From the records below, please return each line that holds the word "radius".

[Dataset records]
___
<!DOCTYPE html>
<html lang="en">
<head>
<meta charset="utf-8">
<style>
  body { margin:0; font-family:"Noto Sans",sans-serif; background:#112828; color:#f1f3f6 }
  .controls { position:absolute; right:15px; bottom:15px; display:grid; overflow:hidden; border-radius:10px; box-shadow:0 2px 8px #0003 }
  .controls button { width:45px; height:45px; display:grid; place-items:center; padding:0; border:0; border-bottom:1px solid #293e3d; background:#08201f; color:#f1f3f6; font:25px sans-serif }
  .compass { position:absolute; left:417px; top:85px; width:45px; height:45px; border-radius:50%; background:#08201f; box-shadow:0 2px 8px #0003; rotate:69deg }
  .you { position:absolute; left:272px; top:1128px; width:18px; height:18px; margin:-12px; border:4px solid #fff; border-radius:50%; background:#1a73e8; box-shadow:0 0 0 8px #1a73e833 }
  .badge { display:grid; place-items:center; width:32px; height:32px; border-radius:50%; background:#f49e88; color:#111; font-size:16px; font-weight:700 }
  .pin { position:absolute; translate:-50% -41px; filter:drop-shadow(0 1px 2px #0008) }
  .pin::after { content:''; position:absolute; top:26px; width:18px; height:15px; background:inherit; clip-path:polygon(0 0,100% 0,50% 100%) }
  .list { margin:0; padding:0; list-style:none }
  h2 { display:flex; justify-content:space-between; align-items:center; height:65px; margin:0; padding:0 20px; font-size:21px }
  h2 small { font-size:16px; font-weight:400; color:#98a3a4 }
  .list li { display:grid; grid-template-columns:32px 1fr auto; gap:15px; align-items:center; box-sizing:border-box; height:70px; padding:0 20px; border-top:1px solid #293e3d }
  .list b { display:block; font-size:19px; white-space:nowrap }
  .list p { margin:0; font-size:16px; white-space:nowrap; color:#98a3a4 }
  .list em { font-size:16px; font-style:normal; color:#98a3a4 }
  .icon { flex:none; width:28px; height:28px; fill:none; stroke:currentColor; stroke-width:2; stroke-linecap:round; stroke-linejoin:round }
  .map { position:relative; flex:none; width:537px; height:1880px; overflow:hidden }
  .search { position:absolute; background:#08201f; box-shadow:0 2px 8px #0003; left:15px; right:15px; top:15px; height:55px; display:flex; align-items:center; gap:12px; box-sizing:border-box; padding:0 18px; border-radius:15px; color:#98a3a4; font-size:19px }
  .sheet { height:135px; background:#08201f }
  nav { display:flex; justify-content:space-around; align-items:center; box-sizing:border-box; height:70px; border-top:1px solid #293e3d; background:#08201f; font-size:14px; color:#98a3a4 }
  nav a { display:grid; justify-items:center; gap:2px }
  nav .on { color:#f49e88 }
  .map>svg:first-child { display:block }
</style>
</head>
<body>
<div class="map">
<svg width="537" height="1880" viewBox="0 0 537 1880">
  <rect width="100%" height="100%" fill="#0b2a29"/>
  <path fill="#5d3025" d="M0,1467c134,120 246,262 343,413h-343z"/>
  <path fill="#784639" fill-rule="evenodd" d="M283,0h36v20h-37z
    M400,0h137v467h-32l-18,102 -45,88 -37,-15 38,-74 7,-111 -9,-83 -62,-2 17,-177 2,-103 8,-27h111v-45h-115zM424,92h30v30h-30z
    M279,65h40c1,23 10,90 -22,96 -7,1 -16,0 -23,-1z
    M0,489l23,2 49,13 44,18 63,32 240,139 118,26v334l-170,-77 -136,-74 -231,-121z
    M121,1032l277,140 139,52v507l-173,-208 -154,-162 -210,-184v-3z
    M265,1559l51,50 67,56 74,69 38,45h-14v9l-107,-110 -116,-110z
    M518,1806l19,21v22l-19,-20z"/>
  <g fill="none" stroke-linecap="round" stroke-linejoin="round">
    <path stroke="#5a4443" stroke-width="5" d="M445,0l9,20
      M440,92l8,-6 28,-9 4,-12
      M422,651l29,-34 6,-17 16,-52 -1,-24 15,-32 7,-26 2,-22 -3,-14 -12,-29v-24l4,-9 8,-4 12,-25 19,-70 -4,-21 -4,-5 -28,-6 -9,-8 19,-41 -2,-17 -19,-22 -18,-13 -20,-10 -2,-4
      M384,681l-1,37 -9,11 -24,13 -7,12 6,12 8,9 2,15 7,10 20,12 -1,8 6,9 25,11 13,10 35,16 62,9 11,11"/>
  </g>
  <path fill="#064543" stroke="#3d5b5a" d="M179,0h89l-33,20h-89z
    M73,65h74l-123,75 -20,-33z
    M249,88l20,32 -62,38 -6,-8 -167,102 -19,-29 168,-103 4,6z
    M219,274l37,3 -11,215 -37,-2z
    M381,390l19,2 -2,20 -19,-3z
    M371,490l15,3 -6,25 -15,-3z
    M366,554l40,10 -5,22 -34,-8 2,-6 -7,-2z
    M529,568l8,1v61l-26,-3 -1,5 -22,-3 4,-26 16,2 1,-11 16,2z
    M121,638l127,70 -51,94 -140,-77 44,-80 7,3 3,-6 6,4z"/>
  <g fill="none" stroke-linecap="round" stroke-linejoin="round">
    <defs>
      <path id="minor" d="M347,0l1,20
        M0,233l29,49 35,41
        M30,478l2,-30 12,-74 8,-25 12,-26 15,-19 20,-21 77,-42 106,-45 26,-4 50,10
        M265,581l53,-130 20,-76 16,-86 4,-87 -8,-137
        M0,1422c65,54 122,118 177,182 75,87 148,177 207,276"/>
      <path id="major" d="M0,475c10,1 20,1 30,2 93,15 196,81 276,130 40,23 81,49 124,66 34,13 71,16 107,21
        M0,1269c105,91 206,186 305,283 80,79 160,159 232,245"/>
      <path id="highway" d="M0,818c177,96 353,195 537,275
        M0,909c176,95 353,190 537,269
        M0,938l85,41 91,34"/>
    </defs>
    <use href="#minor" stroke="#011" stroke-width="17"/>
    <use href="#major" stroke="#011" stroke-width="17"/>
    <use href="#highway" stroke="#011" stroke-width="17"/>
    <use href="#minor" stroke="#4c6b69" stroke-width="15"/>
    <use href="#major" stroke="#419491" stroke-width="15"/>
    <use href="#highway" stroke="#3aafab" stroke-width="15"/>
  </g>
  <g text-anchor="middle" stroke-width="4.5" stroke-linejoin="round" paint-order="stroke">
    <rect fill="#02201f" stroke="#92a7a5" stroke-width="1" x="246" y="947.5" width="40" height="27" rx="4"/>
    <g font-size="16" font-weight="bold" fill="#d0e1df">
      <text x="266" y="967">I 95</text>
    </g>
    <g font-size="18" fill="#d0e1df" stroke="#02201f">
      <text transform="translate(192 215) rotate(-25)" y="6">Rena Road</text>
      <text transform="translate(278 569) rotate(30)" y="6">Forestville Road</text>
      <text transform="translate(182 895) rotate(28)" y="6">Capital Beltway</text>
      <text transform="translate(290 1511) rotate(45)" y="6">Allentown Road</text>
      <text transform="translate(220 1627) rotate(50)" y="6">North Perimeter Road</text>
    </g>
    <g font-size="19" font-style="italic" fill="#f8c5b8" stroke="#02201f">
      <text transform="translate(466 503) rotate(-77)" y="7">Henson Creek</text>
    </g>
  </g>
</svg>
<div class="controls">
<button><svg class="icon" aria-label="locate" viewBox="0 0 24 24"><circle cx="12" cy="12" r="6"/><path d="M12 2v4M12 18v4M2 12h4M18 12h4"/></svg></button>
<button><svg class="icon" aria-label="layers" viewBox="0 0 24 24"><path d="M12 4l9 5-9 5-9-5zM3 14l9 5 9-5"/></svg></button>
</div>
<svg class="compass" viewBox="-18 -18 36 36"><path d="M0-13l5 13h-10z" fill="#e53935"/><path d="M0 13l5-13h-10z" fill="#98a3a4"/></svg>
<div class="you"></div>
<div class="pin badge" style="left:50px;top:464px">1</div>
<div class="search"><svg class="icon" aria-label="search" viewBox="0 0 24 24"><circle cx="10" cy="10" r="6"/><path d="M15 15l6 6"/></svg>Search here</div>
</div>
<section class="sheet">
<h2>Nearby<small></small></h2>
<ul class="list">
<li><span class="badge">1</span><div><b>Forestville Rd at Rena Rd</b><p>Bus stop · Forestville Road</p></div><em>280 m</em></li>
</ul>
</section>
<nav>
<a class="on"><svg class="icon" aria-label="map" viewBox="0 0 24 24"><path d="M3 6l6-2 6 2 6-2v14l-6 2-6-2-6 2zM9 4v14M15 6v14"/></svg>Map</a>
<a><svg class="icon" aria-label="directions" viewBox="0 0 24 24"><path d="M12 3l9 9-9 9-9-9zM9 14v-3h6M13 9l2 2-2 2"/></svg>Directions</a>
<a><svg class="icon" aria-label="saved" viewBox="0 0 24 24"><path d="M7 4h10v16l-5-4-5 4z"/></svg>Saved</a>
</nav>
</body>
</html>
___
RESULT
  .controls { position:absolute; right:15px; bottom:15px; display:grid; overflow:hidden; border-radius:10px; box-shadow:0 2px 8px #0003 }
  .compass { position:absolute; left:417px; top:85px; width:45px; height:45px; border-radius:50%; background:#08201f; box-shadow:0 2px 8px #0003; rotate:69deg }
  .you { position:absolute; left:272px; top:1128px; width:18px; height:18px; margin:-12px; border:4px solid #fff; border-radius:50%; background:#1a73e8; box-shadow:0 0 0 8px #1a73e833 }
  .badge { display:grid; place-items:center; width:32px; height:32px; border-radius:50%; background:#f49e88; color:#111; font-size:16px; font-weight:700 }
  .search { position:absolute; background:#08201f; box-shadow:0 2px 8px #0003; left:15px; right:15px; top:15px; height:55px; display:flex; align-items:center; gap:12px; box-sizing:border-box; padding:0 18px; border-radius:15px; color:#98a3a4; font-size:19px }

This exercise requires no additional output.